—¡Por Dios! ¿Qué es lo que me cuenta usted, Nicolai Nicolaevitch?
—Nada... es natural...
Otra vez quedáronse callados. Stichkin sonóse ruidosamente; la casamentera ruborizóse y, mirándole confusa, le interrogó:
—¿Y usted, Nicolai Nicolaevitch, cuánto gana?
—Setenta y cinco rublos, sin contar las gratificaciones... Además, tenemos los beneficios de las bujías y de las liebres.
—¿Le gusta la caza?
—No; llamamos liebres a los pasajeros sin billete.
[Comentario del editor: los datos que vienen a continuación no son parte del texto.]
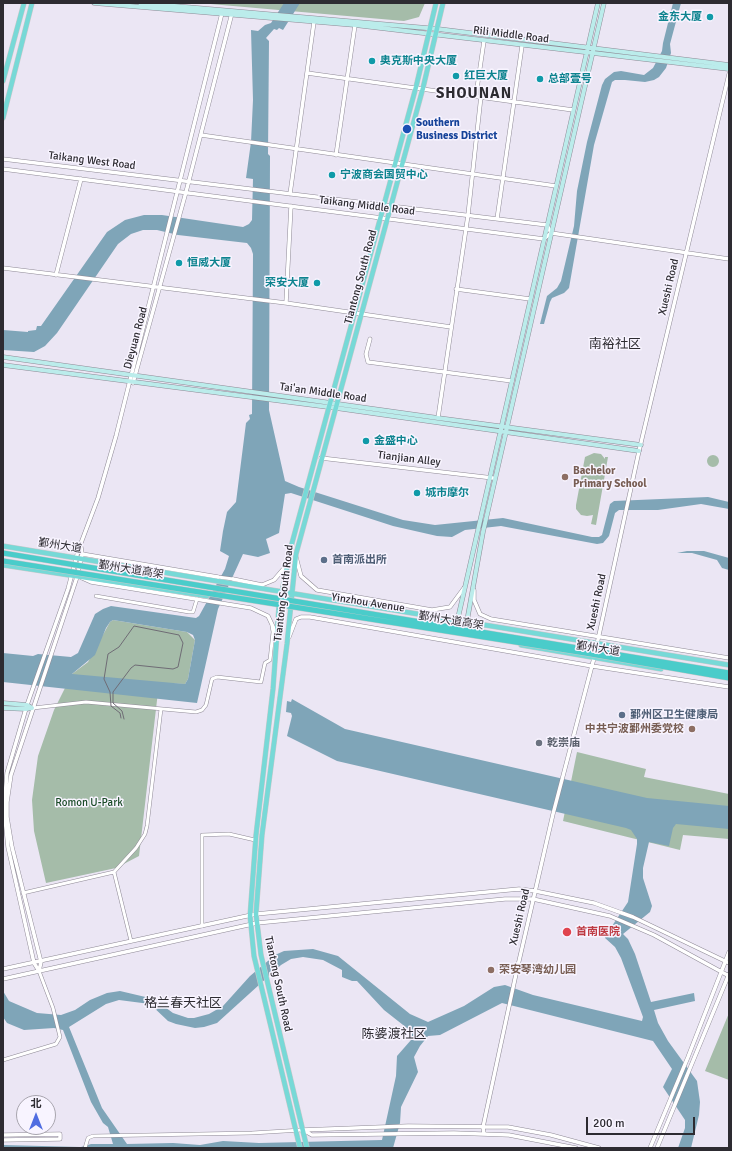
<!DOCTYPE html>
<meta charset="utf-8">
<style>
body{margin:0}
#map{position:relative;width:732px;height:1151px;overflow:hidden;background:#ebe6f4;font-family:Signika,"Noto Sans SC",sans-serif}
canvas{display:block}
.frame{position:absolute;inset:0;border:4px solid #2d2b31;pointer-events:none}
.north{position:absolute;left:16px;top:1095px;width:40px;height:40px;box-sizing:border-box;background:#f8f4ff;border:1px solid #a7a4ad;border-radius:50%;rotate:0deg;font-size:11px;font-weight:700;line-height:16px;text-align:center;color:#2d2b31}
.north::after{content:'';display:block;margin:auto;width:14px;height:18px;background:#506de1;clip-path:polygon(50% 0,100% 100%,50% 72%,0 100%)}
.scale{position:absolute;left:586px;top:1117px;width:109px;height:18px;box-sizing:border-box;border:2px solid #2d2b31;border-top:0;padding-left:5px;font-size:12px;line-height:14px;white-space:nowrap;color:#2d2b31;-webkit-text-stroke:3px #f8f4ff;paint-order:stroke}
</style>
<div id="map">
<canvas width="732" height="1151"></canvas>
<div class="frame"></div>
<div class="north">北</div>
<div class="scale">200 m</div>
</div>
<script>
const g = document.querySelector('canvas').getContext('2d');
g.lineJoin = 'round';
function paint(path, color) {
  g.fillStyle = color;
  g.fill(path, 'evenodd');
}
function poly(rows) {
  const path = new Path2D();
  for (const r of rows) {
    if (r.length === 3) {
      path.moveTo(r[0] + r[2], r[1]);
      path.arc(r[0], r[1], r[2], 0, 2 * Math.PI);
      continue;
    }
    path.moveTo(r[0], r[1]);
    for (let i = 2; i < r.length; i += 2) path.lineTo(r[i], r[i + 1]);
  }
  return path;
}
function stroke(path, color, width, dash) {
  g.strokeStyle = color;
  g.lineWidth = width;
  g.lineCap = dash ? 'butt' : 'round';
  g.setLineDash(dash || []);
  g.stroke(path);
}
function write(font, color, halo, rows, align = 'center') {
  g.font = font + ' Signika,"Noto Sans SC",sans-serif';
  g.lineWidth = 3;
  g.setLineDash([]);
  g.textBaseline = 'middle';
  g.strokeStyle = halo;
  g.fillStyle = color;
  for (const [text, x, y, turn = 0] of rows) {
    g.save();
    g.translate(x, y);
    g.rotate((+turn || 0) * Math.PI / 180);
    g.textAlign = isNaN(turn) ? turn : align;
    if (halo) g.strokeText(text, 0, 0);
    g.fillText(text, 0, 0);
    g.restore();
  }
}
const green = poly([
 [199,3,425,3,419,17,404,21],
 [594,453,601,454,605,459,605,457,608,457,596,525,591,524,593,515,587,516,581,515,576,509,576,505,585,457],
 [713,461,6],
 [113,620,187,632,195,640,188,679,185,684,159,683,139,856,116,868,46,883,34,831,32,800,38,756,54,710,72,674,88,662,110,622],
 [577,752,646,769,644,777,729,794,729,839,683,835,680,850,563,821],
 [729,1013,729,1080,705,1071]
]);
const water = poly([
 [284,3,300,3,283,30,279,28,277,30,274,29,266,38,269,41,268,154,270,156,269,410,285,481,299,487,403,520,435,525,503,518,592,537,599,537,602,535,610,504,614,501,708,497,729,502,729,509,701,504,658,510,619,510,615,513,609,536,603,543,597,544,501,526,465,530,452,537,437,536,393,526,291,493,285,494,279,533,266,539,270,553,258,557,243,554,218,609,197,703,3,682,3,653,33,656,38,654,71,657,78,653,95,614,103,609,111,606,196,618,199,616,225,569,229,556,220,551,223,531,227,512,236,502,246,423,250,419,249,415,252,414,253,254,251,248,247,243,178,235,157,230,143,230,131,234,118,244,57,333,45,346,34,352,3,350,3,330,28,332,28,331,36,330,37,326,41,326,107,232,125,220,144,215,162,215,243,227,249,224,252,220,253,179,246,178,251,142,253,100,251,30,258,31,265,25,271,23],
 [113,620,187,632,193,635,195,640,188,679,185,684,72,674,95,655,106,628,110,622],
 [673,3,681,3,670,44,671,53,666,68,659,77,654,80,645,82,625,80,615,80,612,82,594,145,569,288,564,293,552,298,550,302,544,324,540,324,547,296,557,288,561,281,574,226,577,191,587,142,602,85,605,79,614,72,621,71,644,75,653,68,662,51,663,43],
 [687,551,704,551,729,558,729,570,722,568,717,560,692,553,677,553],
 [292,699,345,729,647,798,729,806,729,829,676,824,673,828,669,846,649,842,643,868,643,878,652,906,650,912,623,934,628,939,635,954,651,1002,694,993,695,1001,654,1010,658,1023,668,1041,697,1081,700,1102,699,1115,691,1148,678,1148,685,1128,685,1120,663,1087,672,1069,653,1041,502,1003,440,1035,428,1036,420,1046,414,1057,418,1072,401,1107,400,1123,393,1148,3,1148,3,1145,81,1147,91,1144,113,1144,108,1127,103,1123,91,1102,63,1030,54,1028,24,1030,7,1023,3,1017,3,991,9,1001,37,1013,61,1015,75,1010,90,1000,107,993,120,991,154,999,173,1013,188,1018,194,1018,209,1014,223,1006,250,976,275,955,284,951,313,949,338,956,410,1014,428,1022,464,1006,494,987,505,985,533,995,642,1021,643,1017,621,958,615,947,605,938,606,934,602,929,603,927,610,929,628,902,637,844,637,839,631,830,626,828,337,761,287,736,292,716,291,713,286,712,287,701,291,702],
 [303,957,323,960,342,970,342,977,352,981,357,981,384,1010,412,1032,411,1040,397,1056,396,1076,382,1140,259,1143,223,1141,200,1145,173,1143,127,1144,102,1108,69,1027,106,1004,119,1000,150,1004,168,1021,176,1024,195,1028,204,1027,217,1023,281,965,291,959]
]);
const minor = poly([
 [218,577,233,579],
 [96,596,189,612,193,612,197,599],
 [33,708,86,702,196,712,202,710,206,705,212,679,217,677,261,682,265,663,270,660,273,632,272,626],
 [114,872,131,941],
 [23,893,114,872,136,848,145,834,147,826,161,709],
 [202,926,202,835,229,834,255,840],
 [3,1060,56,1044,60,1037,53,1008,39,971],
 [85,1148,88,1138,93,1136,252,1133,302,1130]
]);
const tertiary = poly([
 [307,73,573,110],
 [476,95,484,41],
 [201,135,556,186],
 [336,155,355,25],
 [3,159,547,225,551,233],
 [3,169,544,239,551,233,729,259],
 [290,194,314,22],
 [497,219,522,46],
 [3,268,286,303,451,327],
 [56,275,81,179],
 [456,289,530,299],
 [286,303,291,206],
 [370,339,366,354,368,362,512,381],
 [133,383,186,192,232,13],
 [438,418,468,215,481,96],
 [321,458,493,478],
 [82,554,218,577],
 [296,557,301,576,317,590,432,610,450,607,464,588],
 [82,578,91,582,251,608,268,616,276,633],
 [233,579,262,585,274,580,286,566],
 [474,590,474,600,480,614,491,619,729,658],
 [289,637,296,619,301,617,310,617,592,666,729,687],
 [3,969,256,914,519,889,535,891,594,903,633,917,729,963],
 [39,971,34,963,8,847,4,809,7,773,27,705,68,589,78,551,98,498,116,436,222,13],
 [39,971,41,962,12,847,7,817,7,802,11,775,77,577,82,554,81,547],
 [3,979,257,923,505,899,533,899,610,916,654,935,729,976],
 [302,1130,408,1126,508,1127,551,1135,599,1148],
 [303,1130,312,1135,454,1133,509,1135,576,1148],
 [484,1134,483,1127,516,974,553,814,594,658,639,451,729,74],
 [3,1135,60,1134,60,1139,3,1140],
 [650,1148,688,1057,729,952],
 [657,1148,729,974]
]);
const secondary = poly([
 [94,3,355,25,729,69],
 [140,3,438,29,729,65],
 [3,357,438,418,641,445],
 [3,365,336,408,639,451],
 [455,631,598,3],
 [465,632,483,532,604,3],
 [3,703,27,705,32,708],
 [3,708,26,709,32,708]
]);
const primary = poly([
 [3,81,24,3],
 [3,118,32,3],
 [3,546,729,665],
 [3,565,207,596],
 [521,645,661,669],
 [300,1148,254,956,250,916,256,835,273,689,279,606,292,543,416,87,436,3],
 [307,1148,261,955,256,914,262,835,287,644,296,554,423,88,443,3]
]);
const rail = poly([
 [121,718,120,713,111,706,110,692,104,679,108,654,119,647,134,626,179,635,183,643,178,667,173,669,135,665,131,668,113,692,113,703,122,711,124,719]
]);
const trunkBridge = poly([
 [3,553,729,673],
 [3,561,585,653,729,678]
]);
const markers = [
 [710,17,4,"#0f9aa8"],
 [372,61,4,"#0f9aa8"],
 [456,76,4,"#0f9aa8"],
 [540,79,4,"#0f9aa8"],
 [407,129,5,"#1a4fb4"],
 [332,175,4,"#0f9aa8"],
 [179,263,4,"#0f9aa8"],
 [317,283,4,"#0f9aa8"],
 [366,441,4,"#0f9aa8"],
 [565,477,4,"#8d6e63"],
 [417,493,4,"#0f9aa8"],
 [324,560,4,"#5c6f8a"],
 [622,715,4,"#5c6f8a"],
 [692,729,4,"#8d6e63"],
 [539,743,4,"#6b7280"],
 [567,932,5,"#e0444e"],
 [491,970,4,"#8d6e63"]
];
const cultureNames = [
 ["金东大厦",702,17,"right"],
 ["奥克斯中央大厦",380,61],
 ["红巨大厦",464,76],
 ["总部壹号",548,79],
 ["宁波商会国贸中心",340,175],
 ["恒威大厦",187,263],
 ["荣安大厦",309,283,"right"],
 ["金盛中心",374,441],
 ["城市摩尔",425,493]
];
const streetNames = [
 ["Rili Middle Road",511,35,7],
 ["Taikang West Road",92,161,7],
 ["Taikang Middle Road",367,206,7],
 ["Tiantong South Road",361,277,-75],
 ["Xueshi Road",669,287,-77],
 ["Dieyuan Road",136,338,-75],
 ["Tai'an Middle Road",323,393,8],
 ["Tianjian Alley",409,459,7],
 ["鄞州大道",60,546,9],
 ["鄞州大道高架",131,570,9],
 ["Tiantong South Road",284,593,-83],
 ["Xueshi Road",597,602,-78],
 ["Yinzhou Avenue",368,603,9],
 ["鄞州大道高架",451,621,9],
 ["鄞州大道",598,649,9],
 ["Xueshi Road",520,917,-77],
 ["Tiantong South Road",278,984,78]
];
const transitNames = [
 ["Southern",416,123],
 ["Business District",416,136]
];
const educationNames = [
 ["Bachelor",573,471],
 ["Primary School",573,484],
 ["中共宁波鄞州委党校",684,729,"right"],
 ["荣安琴湾幼儿园",499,970]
];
const serviceNames = [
 ["首南派出所",332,560],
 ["鄞州区卫生健康局",630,715]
];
const worshipNames = [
 ["乾崇庙",547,743]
];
const parkNames = [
 ["Romon U-Park",89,803]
];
const healthNames = [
 ["首南医院",576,932]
];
const quarterNames = [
 ["南裕社区",615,345],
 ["格兰春天社区",183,1004],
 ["陈婆渡社区",394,1035]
];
const districtNames = [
 ["SHOUNAN",474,94]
];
paint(green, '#a5bca9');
paint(water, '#7fa5b8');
stroke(minor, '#8f8a96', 4);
stroke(tertiary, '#8f8a96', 4.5);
stroke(secondary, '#8f8a96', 5);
stroke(primary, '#c8c8c9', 5.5);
stroke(minor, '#fff', 3);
stroke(tertiary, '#fff', 3.5);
stroke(secondary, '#bbeceb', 4);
stroke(primary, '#77d9d7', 4.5);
stroke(rail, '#6f6c75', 1);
stroke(trunkBridge, '#c8c8c9', 6, []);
stroke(trunkBridge, '#4accca', 5);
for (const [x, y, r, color] of markers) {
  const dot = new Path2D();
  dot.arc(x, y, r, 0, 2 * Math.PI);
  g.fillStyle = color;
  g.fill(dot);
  stroke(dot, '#f8f4ff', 1.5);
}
write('bold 11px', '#0d838f', '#f8f4ff', cultureNames, 'left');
write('11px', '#2d2b31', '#f8f4ff', streetNames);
write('bold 11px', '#164399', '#f8f4ff', transitNames, 'left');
write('bold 11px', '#785e54', '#f8f4ff', educationNames, 'left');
write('bold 11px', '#4e5e75', '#f8f4ff', serviceNames, 'left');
write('bold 11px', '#5b616d', '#f8f4ff', worshipNames, 'left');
write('11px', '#184a26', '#f8f4ff', parkNames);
write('bold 11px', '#be3a42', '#f8f4ff', healthNames, 'left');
write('13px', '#2d2b31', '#f8f4ff', quarterNames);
g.letterSpacing = '1px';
write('bold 15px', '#2d2b31', '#f8f4ff', districtNames);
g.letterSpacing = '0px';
</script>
Pasaron otros momentos en silencio. Stichkin levantóse agitado y emprendió un paseo por la habitación.
—Una esposa joven no me conviene—pronunció por fin—; tengo cierta edad... y deseo una... así... por el estilo de usted..., tranquila, razonable, y con figura semejante...
—¡Por Dios! ¿Qué es lo que dice?—balbuceó la casamentera tapándose el arrebolado rostro con el pañuelo.
—¡No hay que pensarlo mucho! Usted me gusta y me conviene por sus cualidades. Soy un hombre tranquilo, sobrio, y si le gusto... ¿qué puede ser mejor? ¡Permítame que le pida su mano!
La casamentera reía y lloraba, y en señal de asentimiento brindó con Stichkin.